The ability of animals to effectively avoid predators is crucial for their survival. Prey must therefore be able to accurately interpret cues of potential danger, and distinguish them from disturbances that pose no threat. The international research team led by IGB researcher David Bierbach has investigated the antipredator behaviour of fish – the sulphur molly (Poecilia sulphuraria) – to avoid bird predation in a field environment and under lab conditions. In their natural habitat – sulphidic springs in southern Mexico – sulphur mollies are exposed to high rates of bird predation and evolved strategies to adapt their shoaling behaviour to this threat.
Escape response in energy-saving mode
Piscivorous birds must first enter the water before they can catch their prey. As such, they provide both visual and acoustic cues upon impact with the water surface or when diving into water. By contrast, overflying birds only produce visual cues. In a laboratory experiment, the researchers exposed groups of sulphur mollies to three different cue modalities: a visual cue, an acoustic cue and both cues combined. As the combined cue mimicked a real bird attack, it was predicted that fish should respond strongest to this treatment.

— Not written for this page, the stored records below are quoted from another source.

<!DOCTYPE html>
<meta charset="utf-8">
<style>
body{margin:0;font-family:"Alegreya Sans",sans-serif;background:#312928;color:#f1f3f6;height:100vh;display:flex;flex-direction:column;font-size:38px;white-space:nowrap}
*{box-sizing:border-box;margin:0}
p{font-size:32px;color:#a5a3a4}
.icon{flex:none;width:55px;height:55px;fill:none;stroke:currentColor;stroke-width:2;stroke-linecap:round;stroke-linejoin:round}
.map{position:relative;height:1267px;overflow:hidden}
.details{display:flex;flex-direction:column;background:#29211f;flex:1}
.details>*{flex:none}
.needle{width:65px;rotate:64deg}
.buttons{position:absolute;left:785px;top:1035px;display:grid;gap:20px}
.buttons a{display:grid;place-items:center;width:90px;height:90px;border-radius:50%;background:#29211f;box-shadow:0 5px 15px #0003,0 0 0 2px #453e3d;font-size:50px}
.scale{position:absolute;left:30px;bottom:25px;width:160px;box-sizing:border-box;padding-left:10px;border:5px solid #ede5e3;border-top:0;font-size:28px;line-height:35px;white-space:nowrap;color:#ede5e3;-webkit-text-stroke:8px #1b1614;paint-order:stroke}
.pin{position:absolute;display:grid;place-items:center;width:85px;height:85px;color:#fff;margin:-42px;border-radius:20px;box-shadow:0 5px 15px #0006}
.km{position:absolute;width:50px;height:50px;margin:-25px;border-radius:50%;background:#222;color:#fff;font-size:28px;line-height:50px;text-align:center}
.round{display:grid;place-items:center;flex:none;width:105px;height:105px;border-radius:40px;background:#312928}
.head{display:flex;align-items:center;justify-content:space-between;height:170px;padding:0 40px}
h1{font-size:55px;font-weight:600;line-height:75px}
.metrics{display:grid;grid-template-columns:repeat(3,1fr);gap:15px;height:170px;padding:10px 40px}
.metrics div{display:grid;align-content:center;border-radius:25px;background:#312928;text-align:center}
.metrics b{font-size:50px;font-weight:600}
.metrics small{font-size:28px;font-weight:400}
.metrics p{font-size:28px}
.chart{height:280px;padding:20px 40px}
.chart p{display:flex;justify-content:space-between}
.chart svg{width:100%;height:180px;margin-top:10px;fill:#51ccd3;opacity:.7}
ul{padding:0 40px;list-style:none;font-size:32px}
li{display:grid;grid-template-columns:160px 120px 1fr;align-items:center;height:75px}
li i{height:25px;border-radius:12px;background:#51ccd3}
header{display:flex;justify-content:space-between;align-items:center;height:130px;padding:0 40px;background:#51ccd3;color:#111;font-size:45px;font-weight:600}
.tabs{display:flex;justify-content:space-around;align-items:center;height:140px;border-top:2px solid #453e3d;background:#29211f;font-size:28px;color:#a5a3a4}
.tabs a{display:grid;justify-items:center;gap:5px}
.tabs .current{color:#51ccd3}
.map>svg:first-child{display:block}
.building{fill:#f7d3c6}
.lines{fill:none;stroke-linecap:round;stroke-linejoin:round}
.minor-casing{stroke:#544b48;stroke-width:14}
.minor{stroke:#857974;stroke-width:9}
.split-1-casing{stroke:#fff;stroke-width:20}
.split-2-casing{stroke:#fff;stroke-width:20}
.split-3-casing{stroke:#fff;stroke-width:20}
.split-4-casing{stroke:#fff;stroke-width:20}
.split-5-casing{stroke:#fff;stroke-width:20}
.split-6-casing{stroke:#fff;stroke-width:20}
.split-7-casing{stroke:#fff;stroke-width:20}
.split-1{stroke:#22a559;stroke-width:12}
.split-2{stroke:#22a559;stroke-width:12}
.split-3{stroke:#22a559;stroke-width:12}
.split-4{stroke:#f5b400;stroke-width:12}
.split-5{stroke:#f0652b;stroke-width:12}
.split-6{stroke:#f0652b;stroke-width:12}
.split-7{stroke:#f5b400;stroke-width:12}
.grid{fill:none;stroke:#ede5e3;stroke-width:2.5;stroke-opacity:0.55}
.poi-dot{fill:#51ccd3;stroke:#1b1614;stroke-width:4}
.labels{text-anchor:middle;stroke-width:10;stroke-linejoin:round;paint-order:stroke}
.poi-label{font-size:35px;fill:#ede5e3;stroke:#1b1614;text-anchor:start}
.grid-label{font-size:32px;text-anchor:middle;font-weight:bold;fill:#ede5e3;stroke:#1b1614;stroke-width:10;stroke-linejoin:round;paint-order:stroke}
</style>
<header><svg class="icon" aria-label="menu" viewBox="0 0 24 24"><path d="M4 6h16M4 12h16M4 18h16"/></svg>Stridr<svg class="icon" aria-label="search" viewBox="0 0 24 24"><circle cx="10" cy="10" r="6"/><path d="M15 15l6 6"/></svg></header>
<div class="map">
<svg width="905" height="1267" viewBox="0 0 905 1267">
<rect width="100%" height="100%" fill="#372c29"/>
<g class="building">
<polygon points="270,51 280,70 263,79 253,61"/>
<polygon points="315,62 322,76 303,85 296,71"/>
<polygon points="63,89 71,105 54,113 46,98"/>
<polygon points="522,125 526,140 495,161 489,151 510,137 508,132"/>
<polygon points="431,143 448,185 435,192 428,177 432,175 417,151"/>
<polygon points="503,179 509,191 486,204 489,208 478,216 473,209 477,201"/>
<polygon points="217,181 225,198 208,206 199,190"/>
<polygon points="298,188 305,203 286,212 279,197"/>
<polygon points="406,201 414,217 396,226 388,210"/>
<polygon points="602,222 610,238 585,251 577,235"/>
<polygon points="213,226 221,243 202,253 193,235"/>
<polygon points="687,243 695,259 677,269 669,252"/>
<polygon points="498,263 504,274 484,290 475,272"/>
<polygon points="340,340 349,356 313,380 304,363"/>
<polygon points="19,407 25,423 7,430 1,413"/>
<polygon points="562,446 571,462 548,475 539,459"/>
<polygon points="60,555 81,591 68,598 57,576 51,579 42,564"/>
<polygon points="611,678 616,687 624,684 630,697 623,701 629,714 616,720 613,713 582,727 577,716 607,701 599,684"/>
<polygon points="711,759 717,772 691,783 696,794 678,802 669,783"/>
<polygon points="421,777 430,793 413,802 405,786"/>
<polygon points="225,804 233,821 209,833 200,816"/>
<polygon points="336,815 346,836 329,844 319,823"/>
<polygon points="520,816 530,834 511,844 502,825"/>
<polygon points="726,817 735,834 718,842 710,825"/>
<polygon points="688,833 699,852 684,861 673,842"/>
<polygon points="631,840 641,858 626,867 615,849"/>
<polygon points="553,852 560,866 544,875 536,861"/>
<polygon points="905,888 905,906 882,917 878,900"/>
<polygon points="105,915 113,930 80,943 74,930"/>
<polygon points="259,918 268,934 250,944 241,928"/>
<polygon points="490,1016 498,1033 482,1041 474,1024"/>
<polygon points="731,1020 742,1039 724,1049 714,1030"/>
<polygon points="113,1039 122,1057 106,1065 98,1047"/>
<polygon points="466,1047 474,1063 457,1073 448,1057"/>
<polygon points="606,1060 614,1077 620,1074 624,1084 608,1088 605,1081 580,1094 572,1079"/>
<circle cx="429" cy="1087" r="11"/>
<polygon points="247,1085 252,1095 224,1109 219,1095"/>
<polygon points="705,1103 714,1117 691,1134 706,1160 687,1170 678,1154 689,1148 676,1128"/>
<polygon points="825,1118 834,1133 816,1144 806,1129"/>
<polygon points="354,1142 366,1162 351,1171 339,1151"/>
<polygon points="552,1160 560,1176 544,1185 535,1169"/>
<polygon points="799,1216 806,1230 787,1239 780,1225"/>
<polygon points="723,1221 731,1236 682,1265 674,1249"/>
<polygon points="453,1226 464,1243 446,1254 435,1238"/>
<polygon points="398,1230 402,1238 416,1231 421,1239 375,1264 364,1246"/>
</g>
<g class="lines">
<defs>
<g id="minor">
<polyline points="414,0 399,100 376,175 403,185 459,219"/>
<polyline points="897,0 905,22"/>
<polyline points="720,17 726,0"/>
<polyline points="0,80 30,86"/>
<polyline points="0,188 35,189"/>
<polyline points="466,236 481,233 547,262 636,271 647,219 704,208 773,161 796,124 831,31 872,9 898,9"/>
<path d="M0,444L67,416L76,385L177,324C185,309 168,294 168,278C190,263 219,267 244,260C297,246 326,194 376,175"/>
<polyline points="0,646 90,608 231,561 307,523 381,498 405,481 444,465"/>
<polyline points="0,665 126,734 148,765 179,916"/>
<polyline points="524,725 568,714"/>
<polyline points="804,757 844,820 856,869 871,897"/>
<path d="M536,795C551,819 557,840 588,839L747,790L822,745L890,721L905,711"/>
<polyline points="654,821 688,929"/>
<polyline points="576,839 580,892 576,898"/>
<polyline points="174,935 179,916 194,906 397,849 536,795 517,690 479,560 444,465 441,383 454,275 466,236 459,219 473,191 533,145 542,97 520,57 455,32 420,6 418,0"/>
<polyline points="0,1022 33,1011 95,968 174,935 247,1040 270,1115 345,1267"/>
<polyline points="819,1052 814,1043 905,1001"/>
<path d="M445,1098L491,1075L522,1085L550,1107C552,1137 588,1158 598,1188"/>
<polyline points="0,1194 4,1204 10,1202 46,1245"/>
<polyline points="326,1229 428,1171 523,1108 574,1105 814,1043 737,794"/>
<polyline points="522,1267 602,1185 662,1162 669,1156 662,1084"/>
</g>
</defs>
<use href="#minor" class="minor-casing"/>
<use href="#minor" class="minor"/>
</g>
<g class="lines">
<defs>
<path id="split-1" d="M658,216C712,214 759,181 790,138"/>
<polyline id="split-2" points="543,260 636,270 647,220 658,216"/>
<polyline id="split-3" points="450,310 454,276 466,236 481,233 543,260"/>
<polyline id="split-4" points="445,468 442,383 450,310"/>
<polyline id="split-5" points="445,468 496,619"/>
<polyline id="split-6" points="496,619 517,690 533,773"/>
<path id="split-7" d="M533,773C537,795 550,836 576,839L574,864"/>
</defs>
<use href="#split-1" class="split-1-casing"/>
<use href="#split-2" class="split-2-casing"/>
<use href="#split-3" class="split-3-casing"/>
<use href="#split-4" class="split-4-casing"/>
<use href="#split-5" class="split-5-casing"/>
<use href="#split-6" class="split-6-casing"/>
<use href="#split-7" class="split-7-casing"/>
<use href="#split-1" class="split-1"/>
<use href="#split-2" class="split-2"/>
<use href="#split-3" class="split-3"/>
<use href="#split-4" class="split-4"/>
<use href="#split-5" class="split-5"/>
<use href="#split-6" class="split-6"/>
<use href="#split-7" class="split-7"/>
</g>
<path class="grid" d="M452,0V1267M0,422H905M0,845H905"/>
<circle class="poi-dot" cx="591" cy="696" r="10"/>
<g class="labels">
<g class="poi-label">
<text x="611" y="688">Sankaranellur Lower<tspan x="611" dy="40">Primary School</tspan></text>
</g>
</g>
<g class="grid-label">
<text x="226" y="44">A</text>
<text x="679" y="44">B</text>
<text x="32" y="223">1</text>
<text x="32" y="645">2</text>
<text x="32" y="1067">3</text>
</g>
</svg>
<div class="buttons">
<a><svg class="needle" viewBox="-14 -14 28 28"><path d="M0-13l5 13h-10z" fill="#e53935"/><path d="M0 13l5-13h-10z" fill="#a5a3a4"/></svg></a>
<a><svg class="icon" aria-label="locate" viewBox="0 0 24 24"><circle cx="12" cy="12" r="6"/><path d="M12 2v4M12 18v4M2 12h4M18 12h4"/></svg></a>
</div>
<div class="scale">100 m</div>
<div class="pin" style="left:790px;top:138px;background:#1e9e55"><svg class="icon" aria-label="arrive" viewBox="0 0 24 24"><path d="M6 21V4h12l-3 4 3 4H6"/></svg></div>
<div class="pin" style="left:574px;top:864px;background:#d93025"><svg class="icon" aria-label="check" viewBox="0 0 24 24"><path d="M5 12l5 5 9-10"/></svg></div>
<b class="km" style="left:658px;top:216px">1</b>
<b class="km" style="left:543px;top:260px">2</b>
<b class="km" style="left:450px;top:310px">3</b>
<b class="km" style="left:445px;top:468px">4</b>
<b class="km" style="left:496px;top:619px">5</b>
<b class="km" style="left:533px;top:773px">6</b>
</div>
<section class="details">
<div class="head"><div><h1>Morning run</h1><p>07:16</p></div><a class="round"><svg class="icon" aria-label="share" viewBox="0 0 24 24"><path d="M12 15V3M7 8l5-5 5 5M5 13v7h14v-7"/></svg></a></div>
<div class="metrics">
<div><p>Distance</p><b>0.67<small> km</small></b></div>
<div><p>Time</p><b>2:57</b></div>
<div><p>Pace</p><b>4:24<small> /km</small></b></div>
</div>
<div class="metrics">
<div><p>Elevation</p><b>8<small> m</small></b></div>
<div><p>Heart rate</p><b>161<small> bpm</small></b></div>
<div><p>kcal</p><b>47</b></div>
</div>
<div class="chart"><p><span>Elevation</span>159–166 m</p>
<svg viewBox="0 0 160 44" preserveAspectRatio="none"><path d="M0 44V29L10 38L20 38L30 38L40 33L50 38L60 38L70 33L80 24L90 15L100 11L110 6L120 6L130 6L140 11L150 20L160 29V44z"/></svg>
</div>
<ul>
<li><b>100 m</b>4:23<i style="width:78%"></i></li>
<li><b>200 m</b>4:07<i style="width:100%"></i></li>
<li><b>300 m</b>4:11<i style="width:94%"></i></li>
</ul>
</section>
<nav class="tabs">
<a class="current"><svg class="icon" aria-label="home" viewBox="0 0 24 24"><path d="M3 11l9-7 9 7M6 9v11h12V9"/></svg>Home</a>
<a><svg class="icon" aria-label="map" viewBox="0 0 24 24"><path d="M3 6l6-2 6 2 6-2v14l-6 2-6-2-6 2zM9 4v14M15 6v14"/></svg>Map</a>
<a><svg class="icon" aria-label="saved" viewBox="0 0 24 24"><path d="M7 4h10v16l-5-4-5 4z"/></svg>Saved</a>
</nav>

And indeed, the research team found that sulphur mollies, which spend much of their time at the water surface, respond in a fine-tuned way to visual and acoustic cues: “Interestingly, fish responded with diving in 96 per cent of all cases, regardless of stimulus type. However, depth, duration and velocity of the dive were dependent on whether fish were responding to a single or the combined cue. For fish, this seems to be an optimal strategy: They are highly responsive to all cues, but do not waste too much energy when it turns out that there was no bird attack,” explained IGB researcher Juliane Lukas, lead author of the study.
Multistage antipredator responses are a common strategy among prey
In other words, the fish respond in two stages: the “all-or-nothing” response pattern of unselective dive initiation is followed by fine-tuning of certain dive parameters to the observed cues. Such multistage antipredator responses have also been described in other animals. “By performing successive behaviours, animals can update information about the predator or gather new information, optimising their behaviour at each stage – which reduces their risk of being eaten and minimises the efforts if it turns out to be less dangerous after all,” concluded Juliane Lukas.